Collected data entries:
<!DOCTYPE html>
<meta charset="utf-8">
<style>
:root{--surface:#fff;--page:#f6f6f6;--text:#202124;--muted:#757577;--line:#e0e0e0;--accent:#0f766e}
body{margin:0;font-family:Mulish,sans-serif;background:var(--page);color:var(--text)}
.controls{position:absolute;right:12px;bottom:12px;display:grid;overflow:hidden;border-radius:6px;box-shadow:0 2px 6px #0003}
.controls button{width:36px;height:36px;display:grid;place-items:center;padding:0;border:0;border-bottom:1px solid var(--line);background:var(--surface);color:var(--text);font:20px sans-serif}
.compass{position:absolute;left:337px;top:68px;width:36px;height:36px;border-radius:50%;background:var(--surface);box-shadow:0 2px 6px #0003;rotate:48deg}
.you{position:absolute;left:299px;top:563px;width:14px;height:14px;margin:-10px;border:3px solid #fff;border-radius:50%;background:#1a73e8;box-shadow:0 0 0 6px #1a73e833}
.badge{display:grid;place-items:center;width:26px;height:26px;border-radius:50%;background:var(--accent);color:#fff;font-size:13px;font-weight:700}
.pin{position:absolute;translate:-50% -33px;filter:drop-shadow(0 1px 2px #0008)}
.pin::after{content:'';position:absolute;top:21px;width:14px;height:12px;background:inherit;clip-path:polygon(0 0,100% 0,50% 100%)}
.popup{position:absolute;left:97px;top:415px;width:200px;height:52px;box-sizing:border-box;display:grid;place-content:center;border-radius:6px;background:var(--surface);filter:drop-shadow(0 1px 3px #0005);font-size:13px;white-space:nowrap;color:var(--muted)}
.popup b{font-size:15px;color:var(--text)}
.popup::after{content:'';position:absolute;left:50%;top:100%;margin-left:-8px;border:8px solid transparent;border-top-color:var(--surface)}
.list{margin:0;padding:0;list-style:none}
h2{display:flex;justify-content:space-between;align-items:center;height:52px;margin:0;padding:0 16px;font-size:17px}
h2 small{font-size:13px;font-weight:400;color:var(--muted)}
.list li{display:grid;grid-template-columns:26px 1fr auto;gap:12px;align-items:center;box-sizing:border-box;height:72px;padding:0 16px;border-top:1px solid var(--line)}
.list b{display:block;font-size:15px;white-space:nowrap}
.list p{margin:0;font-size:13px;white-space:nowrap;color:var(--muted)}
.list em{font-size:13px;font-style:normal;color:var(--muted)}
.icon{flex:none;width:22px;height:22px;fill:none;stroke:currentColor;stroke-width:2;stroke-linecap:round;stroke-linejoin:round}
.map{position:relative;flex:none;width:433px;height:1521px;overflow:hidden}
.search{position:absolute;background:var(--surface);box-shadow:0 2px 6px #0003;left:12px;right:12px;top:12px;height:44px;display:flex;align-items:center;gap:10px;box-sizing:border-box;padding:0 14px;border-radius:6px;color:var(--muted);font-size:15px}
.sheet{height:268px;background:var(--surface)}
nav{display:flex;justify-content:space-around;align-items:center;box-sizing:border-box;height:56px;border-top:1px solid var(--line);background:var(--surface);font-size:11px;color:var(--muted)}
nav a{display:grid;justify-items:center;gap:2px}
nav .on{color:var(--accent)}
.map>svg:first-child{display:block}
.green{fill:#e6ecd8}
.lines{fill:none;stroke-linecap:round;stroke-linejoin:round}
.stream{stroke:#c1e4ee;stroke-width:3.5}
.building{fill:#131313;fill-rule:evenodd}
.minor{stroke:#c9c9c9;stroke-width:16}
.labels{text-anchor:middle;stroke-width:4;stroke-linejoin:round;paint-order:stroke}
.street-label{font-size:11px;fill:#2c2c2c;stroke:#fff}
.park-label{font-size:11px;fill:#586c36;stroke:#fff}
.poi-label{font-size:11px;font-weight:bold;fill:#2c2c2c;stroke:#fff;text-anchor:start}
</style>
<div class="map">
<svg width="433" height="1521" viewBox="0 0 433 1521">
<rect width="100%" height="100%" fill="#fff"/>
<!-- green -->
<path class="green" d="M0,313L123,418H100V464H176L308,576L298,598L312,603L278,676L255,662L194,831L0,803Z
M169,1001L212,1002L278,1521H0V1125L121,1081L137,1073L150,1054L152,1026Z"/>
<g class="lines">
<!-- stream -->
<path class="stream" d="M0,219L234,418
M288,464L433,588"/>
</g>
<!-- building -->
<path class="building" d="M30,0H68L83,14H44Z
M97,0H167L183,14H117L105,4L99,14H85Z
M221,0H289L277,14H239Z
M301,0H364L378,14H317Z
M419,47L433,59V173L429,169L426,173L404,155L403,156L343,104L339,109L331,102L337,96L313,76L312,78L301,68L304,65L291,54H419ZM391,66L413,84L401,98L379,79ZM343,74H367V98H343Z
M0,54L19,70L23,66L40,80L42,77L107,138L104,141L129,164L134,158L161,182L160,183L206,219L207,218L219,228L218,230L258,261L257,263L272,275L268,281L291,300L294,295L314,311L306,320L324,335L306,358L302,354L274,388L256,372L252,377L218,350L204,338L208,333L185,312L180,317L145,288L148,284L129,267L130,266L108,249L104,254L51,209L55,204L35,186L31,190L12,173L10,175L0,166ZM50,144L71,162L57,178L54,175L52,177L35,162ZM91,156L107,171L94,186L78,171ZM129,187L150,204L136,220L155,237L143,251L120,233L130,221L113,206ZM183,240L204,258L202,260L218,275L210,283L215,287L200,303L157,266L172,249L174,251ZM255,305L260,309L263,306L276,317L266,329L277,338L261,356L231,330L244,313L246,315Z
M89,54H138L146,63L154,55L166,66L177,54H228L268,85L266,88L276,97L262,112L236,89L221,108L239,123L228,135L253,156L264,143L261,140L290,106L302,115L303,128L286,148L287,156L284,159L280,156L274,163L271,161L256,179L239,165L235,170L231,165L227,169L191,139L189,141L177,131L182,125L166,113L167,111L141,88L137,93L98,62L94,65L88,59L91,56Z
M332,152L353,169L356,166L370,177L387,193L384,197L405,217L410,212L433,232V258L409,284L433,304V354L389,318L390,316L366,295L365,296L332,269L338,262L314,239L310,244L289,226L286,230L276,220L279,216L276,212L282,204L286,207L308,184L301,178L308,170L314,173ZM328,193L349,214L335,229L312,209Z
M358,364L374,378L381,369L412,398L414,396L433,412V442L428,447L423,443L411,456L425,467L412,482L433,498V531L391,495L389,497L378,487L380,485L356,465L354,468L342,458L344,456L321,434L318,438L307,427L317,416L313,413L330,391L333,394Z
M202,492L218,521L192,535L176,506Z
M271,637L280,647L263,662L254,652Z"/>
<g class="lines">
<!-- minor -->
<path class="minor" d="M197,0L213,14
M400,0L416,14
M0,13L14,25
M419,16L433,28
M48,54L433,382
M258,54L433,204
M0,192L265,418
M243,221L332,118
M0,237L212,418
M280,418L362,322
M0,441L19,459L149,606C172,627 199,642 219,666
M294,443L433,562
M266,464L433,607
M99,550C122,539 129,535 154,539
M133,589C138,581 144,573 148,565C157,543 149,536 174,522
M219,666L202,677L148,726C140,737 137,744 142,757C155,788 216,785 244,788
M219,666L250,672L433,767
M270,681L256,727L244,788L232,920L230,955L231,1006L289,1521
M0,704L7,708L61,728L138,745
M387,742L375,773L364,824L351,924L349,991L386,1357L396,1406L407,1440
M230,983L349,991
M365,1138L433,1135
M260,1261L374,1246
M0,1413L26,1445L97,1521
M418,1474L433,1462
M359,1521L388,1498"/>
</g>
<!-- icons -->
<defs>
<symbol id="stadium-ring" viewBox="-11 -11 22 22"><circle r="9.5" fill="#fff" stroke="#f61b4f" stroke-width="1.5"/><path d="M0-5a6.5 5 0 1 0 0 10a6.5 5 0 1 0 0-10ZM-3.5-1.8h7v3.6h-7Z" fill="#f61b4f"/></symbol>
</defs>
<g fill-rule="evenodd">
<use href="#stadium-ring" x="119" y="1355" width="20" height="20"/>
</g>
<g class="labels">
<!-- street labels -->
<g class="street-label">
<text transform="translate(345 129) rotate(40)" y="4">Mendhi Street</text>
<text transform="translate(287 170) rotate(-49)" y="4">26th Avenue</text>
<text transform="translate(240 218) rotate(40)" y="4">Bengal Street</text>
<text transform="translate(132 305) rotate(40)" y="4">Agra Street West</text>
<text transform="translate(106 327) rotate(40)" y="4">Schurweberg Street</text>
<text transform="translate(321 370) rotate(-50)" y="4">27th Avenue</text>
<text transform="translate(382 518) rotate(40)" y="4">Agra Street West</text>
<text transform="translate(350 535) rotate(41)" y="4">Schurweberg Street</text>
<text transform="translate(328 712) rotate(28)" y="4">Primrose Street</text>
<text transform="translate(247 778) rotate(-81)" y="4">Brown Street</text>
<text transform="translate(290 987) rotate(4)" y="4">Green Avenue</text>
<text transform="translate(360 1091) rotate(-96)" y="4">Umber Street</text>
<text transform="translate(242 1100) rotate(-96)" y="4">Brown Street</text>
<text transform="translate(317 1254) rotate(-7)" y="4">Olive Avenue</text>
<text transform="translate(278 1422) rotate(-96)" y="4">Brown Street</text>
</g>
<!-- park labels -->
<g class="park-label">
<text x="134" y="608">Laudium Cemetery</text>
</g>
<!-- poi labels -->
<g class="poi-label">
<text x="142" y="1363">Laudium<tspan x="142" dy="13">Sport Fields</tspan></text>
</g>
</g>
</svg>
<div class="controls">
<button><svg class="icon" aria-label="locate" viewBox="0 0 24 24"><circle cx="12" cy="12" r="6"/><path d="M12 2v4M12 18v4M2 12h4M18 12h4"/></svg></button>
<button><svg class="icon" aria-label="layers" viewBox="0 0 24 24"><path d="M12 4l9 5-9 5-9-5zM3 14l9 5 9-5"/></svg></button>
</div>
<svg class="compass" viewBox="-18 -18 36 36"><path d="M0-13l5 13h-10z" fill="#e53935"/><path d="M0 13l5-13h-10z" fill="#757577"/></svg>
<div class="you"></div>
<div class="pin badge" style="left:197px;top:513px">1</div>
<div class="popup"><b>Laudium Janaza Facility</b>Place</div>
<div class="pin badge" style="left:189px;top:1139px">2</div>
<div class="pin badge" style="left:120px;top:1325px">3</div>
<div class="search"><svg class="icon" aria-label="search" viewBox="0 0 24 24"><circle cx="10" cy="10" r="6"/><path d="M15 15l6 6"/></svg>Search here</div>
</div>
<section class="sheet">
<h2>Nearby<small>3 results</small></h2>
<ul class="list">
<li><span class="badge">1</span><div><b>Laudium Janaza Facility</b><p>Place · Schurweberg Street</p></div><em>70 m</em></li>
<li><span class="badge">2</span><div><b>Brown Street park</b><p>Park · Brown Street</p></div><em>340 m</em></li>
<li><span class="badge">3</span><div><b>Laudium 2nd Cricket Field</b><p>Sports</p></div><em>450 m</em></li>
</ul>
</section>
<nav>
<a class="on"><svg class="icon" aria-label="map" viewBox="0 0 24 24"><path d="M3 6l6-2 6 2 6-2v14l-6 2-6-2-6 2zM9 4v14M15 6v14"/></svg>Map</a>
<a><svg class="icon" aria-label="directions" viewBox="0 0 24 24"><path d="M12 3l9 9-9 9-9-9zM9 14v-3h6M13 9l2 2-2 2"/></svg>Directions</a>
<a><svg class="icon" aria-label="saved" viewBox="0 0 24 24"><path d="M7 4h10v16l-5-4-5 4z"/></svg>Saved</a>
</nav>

ACTION ITEM: Show every line of the data in which the word "compass" appears.

WRITTEN RESPONSE:
.compass{position:absolute;left:337px;top:68px;width:36px;height:36px;border-radius:50%;background:var(--surface);box-shadow:0 2px 6px #0003;rotate:48deg}
<svg class="compass" viewBox="-18 -18 36 36"><path d="M0-13l5 13h-10z" fill="#e53935"/><path d="M0 13l5-13h-10z" fill="#757577"/></svg>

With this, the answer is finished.